Stored items

--------

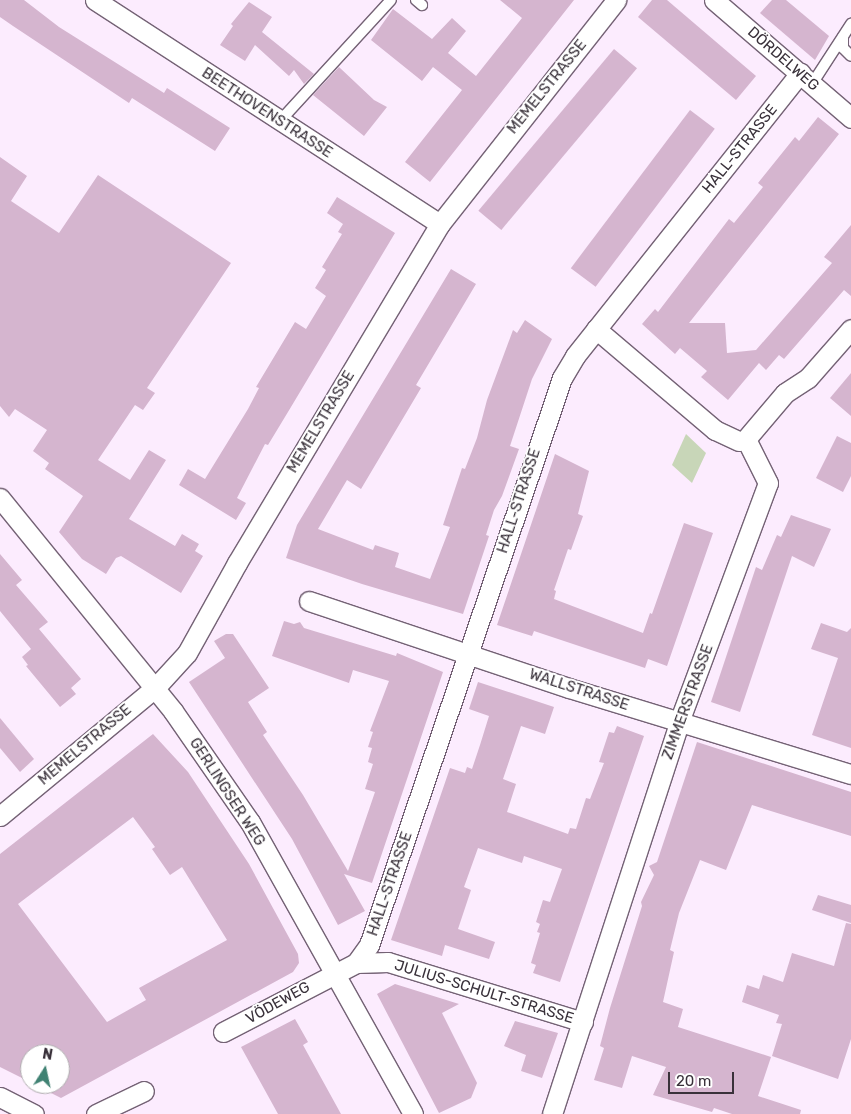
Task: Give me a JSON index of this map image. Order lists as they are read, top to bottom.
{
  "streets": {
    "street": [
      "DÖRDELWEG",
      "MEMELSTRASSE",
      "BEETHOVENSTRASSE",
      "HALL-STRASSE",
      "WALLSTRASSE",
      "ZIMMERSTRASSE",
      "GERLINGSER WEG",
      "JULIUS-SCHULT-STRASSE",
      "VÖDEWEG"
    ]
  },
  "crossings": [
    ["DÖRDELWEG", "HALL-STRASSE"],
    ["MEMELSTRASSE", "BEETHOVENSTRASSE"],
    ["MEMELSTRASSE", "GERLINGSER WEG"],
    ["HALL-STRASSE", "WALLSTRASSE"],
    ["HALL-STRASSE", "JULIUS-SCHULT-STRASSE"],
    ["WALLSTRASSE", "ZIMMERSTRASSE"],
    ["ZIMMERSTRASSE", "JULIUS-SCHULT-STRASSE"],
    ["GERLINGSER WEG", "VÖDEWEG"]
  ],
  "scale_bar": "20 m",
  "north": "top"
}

--------

• _Action item_:
Find the string "JULIUS" in the data. Report each line it appears in.

• _Answer for the task_:
      "JULIUS-SCHULT-STRASSE",
    ["HALL-STRASSE", "JULIUS-SCHULT-STRASSE"],
    ["ZIMMERSTRASSE", "JULIUS-SCHULT-STRASSE"],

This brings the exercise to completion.